WHAT THE EXERCISE ASKS:
Go through the records below and copy out every line holding "lines".

PROVIDED MATERIAL:
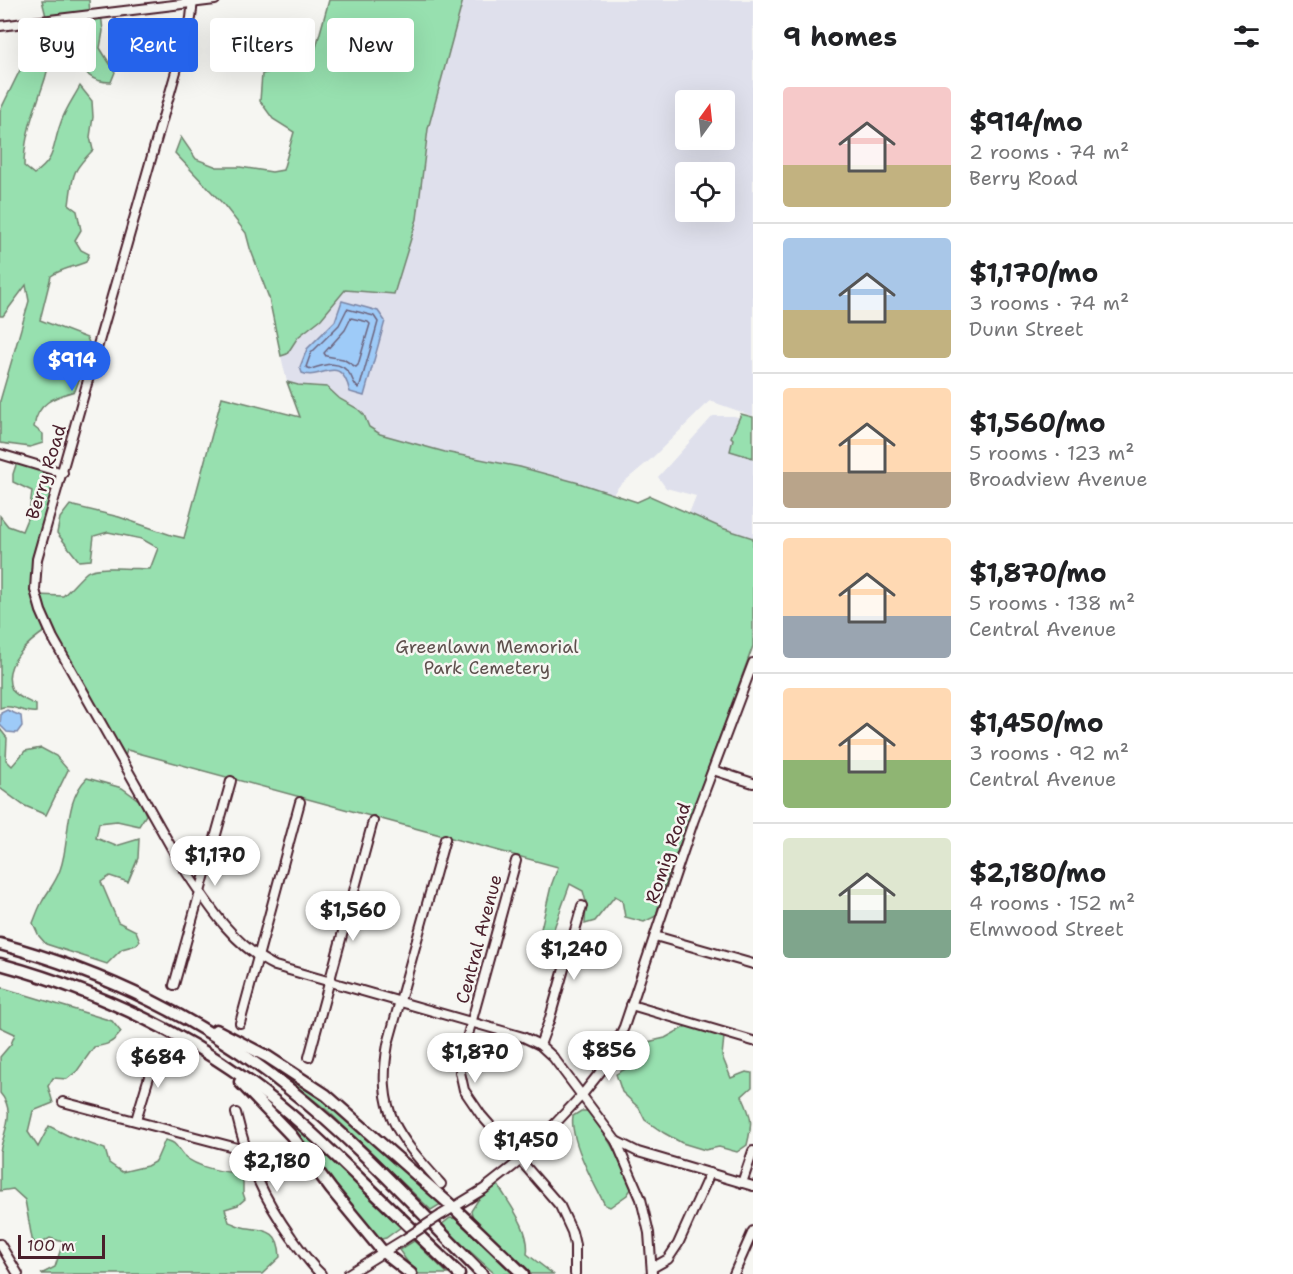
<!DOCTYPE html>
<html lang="en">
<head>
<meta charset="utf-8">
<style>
  body { margin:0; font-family:"Shantell Sans",sans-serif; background:#f2f2f2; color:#202124; height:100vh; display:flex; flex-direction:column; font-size:22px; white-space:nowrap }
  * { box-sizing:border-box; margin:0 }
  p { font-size:20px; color:#757577 }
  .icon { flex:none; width:33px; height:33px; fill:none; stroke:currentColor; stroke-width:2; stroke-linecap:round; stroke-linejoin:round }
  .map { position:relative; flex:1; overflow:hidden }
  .sheet { display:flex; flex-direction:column; background:#fff; width:540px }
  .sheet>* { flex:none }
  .guide { position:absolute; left:18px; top:18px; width:570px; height:54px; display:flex; gap:12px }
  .needle { width:39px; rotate:15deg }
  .fabs { position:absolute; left:675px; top:90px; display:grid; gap:12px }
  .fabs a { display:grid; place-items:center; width:60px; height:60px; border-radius:6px; background:#fff; box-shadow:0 6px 24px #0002; font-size:30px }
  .scale { position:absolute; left:18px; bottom:15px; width:87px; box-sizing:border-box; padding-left:6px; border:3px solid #4a1f2b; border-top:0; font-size:16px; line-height:21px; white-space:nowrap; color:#4a1f2b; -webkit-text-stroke:4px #f6f6f2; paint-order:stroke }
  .price { position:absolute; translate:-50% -51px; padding:0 14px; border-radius:21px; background:#fff; color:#222; font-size:20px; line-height:39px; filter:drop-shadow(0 2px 3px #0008) }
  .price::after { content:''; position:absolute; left:50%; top:36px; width:18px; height:14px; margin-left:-9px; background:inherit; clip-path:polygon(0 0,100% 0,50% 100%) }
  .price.current { background:#2563eb; color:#fff }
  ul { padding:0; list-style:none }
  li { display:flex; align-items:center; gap:18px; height:150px; padding:0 30px }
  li+li { border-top:2px solid #e0e0e0 }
  li span { display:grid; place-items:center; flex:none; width:168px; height:120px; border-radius:6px; color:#555 }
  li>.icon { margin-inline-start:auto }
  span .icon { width:72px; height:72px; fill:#fffc; stroke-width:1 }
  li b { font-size:26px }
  h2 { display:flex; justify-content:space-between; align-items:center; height:72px; padding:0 30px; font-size:26px }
  .chip { padding:0 21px; border-radius:6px; background:#fff; box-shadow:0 6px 24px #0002; font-size:21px; line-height:54px }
  .chip.current { background:#2563eb; color:#fff }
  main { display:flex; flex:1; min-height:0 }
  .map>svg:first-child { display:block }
  .built { fill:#dfe0ec; fill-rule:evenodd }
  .green { fill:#97e0af; stroke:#70806d; stroke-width:1.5 }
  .water { fill:#9ecbf8; stroke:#7c86a6; stroke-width:1.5 }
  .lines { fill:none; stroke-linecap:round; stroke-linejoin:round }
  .shore { stroke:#6c647d; stroke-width:1.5 }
  .minor-casing { stroke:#4a1f2b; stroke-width:12 }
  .highway-casing { stroke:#4a1f2b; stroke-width:15 }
  .minor { stroke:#f6f6f2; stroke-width:8 }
  .highway { stroke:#f6f6f2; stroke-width:10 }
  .minor-bridge-casing { stroke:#4a1f2b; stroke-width:12; stroke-linecap:butt }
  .minor-bridge { stroke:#f6f6f2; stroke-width:8 }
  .labels { text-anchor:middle; stroke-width:5; stroke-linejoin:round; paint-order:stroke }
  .street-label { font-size:18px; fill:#4a1f2b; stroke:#f6f6f2 }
  .park-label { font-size:18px; fill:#5d4f4c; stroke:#f6f6f2 }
</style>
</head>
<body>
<main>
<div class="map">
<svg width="753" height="1274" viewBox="0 0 753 1274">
  <rect width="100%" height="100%" fill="#f6f6f2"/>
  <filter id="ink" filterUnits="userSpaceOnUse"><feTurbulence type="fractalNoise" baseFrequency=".0167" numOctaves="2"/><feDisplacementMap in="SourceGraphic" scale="12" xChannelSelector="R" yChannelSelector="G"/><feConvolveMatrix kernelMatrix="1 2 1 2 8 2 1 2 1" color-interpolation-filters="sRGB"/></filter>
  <g filter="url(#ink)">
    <g class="built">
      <path d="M463 0H753V416L710 401 650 460 619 486 613 494 520 467 445 452 380 434 369 427 364 415 359 409 318 385H298L287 382 281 356 287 354 298 337 321 319 345 290 394 294 417 219 428 129ZM686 100H724V140H686ZM686 172H724V212H686Z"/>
      <polygon points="713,416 734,416 753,421 753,538 688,516 696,496 666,488 658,477"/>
    </g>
    <g class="green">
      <path d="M42 0H89L90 15 101 13 103 31 100 48 115 72 111 82C92 82 82 74 80 55 51 50 48 25 42 0Z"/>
      <polygon points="329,0 463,0 428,129 417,219 394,294 345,290 321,319 298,337 287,354 281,356 269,298 250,248 246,233 224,205 175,153 181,137 196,159 217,167 240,167 272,172 283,170 294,132 273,119 260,101 262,74 312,62"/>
      <path d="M25 48 39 49 49 58C49 73 42 86 38 100 30 121 24 144 24 166L34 174C56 159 52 148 60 125 64 111 73 99 80 86L92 101 93 117 90 137 93 150C71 172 73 175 69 205L77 211 81 230 75 240 81 250 89 254 86 262C74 267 61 269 51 276L40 320 87 338 91 347 75 391C54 397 37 403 34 427L43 434V443L30 447 0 443V401L29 301 26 285 3 316H0V111L20 70Z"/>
      <path d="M287 382 298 385 327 387 340 399 358 409 364 415 369 427 380 434 445 452 520 467 579 483 637 502 650 496 722 528 753 538V646L661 896 656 916 644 922 625 917 622 900 615 896 595 921 585 924 586 902 583 891 570 884 553 931 540 933 551 886 558 867 127 750 123 763 48 629C31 640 0 664 12 690 17 697 28 701 36 705V712C24 714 12 703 0 708V516L8 526 22 531 29 514 32 491 13 482V474L18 459 63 473 41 541 37 595 63 596C71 589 79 579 87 572 97 565 136 569 150 569L158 548 142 539 108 532 94 536 91 560 79 561 57 533 60 518 70 505 119 517 171 535 184 538 222 397 300 417Z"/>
      <polygon points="741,414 753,417 753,458 730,451 733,439 731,437"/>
      <polygon points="0,729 7,738 6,760 12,766 25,751 41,748 56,756 68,770 46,815 23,805 0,788"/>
      <path d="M87 778 122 788 140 801 146 815 139 826 117 821 99 823 96 838 116 846 139 839 138 858 128 882 110 876 101 882 118 922 136 931 140 941 136 945 122 949 107 964 46 944 39 936 33 923C36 916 38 909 42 902 48 891 56 882 60 870 71 840 63 802 87 778Z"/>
      <path d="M0 987 112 1021 121 1032C113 1043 107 1045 94 1047L77 1071 67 1079 53 1078 48 1086 53 1103 33 1111 28 1132 38 1147 49 1126 71 1137 105 1149 109 1163 122 1172 147 1166 156 1161 165 1140C178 1143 175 1146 183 1155 197 1168 225 1173 243 1173V1193L245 1199 238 1205 225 1209 229 1222C235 1224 242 1228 248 1228 270 1231 279 1232 280 1257L262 1274H41L55 1267 63 1242 50 1238 37 1246 32 1239 25 1200 13 1189 0 1191C0 1179 0 1165 0 1152 3 1132 17 1112 0 1093V1057L11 1044 15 1034 0 1027Z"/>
      <path d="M688 1025 724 1037 722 1056 731 1078 746 1072 752 1073V1087L742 1096C752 1118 753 1121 747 1145L737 1152 719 1147 705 1150 682 1143 664 1133 645 1120 639 1108 622 1092 616 1074 629 1067 639 1044 665 1038Z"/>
      <polygon points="253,1051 329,1103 440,1200 441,1204 431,1210 329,1112"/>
      <path d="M581 1111H589C606 1135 622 1160 632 1188L627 1195 610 1207 605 1205C594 1184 569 1139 573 1116Z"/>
      <polygon points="286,1120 303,1133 401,1227 386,1238 377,1240"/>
      <path d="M498 1185C509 1204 531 1230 527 1254L553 1274H529L473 1218 471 1211 478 1200Z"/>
      <polygon points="450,1218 460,1219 517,1274 495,1274 441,1225"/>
      <polygon points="414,1241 448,1274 416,1274 399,1250"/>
    </g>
    <g class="water">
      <path d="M342 301 378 311 385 321 364 396 350 392C340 351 321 382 302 373L300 367 307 349 335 321Z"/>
      <polygon points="7,710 21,716 22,726 17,733 7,732 0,725 1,713"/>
    </g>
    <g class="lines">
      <g class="shore">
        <path d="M347 309 374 316 378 322 360 386 358 388C354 384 353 381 351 376 341 359 325 364 311 369L306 367 311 353 339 325Z"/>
        <polygon points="351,318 368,322 370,324 358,365 356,367 343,359 326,356 324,353 345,330"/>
      </g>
      <defs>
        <g id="minor">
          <path d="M193 0 191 18 177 68 37 559 35 590 41 611 53 638 179 861C206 901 231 945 275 966L523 1037 540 1045 553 1057 616 1141 641 1199 649 1233 652 1274"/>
          <polyline points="0,26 215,0"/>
          <polyline points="0,454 63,473"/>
          <polyline points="713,770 753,783"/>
          <polyline points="516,861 464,1049 460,1072 464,1090 481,1115 560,1206 572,1232 575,1245 575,1274"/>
          <polyline points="655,936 753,964"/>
          <polyline points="174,985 231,781"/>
          <polyline points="631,1005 753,1041"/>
          <polyline points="240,1023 300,802"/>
          <polyline points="540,1045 549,1021 582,906"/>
          <polyline points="309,1057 373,821"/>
          <polyline points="63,1102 245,1150"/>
          <path d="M236 1113C248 1163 262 1196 292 1238 301 1250 309 1263 321 1274"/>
          <polyline points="136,1120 157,1050"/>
          <polyline points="616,1141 638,1152 753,1186"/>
          <polyline points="742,1183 753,1151"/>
          <path d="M441 1184C397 1135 376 1112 388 1044L445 839"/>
          <polyline points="441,1215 484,1189 521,1160 582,1095 605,1066 624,1027 693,822 753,663"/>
          <polyline points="0,1244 18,1274"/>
          <polyline points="652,1268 668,1259 678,1244 710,1173"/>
          <polyline points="348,1274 403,1240"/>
          <polyline points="734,1274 753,1231"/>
        </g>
        <g id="highway">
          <path d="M0 944C104 972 204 1020 288 1088 358 1143 419 1211 482 1274"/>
          <path d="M0 964C88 988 173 1027 247 1080 289 1110 326 1146 363 1182 395 1213 427 1243 459 1274"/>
          <polyline points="216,1030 268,1057 326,1095 454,1208 523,1274"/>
          <polyline points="240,1082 291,1135 331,1189 383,1252 411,1274"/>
        </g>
      </defs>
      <use href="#minor" class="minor-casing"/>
      <use href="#highway" class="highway-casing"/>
      <use href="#minor" class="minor"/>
      <use href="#highway" class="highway"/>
      <defs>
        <polyline id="minor-bridge" points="403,1240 441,1215"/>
      </defs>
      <use href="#minor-bridge" class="minor-bridge-casing"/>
      <use href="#minor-bridge" class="minor-bridge"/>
    </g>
  </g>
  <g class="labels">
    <g class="street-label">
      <text transform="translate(46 472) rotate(-73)" y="6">Berry Road</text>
      <text transform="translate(668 853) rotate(-71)" y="6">Romig Road</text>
      <text transform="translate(479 939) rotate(-75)" y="6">Central Avenue</text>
    </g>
    <g class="park-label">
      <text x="487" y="653">Greenlawn Memorial<tspan x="487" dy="21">Park Cemetery</tspan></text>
    </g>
  </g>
</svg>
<div class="fabs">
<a><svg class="needle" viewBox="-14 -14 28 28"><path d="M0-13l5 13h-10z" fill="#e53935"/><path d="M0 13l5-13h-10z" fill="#757577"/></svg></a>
<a><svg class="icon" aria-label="locate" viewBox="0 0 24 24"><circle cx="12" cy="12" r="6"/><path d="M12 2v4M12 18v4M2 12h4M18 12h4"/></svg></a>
</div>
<div class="scale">100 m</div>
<b class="price current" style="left:72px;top:392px">$914</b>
<b class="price" style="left:215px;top:887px">$1,170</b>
<b class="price" style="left:353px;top:942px">$1,560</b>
<b class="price" style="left:574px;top:981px">$1,240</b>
<b class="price" style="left:609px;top:1082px">$856</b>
<b class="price" style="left:475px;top:1084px">$1,870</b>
<b class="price" style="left:158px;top:1089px">$684</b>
<b class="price" style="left:526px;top:1172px">$1,450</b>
<b class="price" style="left:277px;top:1193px">$2,180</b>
<div class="guide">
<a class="chip">Buy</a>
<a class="chip current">Rent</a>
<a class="chip">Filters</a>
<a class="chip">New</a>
</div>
</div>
<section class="sheet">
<h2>9 homes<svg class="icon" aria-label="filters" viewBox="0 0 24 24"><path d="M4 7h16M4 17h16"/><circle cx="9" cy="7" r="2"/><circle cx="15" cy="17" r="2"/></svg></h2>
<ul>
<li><span style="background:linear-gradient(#f6c9c9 65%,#c2b280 0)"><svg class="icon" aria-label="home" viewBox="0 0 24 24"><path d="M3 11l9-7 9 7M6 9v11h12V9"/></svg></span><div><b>$914/mo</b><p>2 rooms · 74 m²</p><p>Berry Road</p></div></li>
<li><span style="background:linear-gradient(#a9c7e8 60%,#c2b280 0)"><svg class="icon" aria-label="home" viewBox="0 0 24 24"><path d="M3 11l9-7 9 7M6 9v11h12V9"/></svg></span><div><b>$1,170/mo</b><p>3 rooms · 74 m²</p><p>Dunn Street</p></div></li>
<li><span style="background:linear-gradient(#ffd9b3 70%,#b9a48a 0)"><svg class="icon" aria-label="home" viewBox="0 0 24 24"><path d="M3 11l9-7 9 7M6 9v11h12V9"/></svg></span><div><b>$1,560/mo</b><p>5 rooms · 123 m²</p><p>Broadview Avenue</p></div></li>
<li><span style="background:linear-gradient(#ffd9b3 65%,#9aa5b1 0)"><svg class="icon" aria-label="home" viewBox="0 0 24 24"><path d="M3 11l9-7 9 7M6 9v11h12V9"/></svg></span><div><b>$1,870/mo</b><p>5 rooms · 138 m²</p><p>Central Avenue</p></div></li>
<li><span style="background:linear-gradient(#ffd9b3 60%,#8fb573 0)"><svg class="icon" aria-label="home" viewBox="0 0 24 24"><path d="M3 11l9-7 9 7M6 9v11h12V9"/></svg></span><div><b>$1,450/mo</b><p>3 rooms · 92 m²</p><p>Central Avenue</p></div></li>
<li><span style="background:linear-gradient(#dfe7d0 60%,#7fa58c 0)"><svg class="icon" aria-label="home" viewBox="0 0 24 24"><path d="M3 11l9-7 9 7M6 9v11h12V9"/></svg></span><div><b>$2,180/mo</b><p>4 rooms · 152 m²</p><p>Elmwood Street</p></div></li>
</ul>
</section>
</main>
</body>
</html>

SOLUTION FOR THIS TASK:
  .lines { fill:none; stroke-linecap:round; stroke-linejoin:round }
    <g class="lines">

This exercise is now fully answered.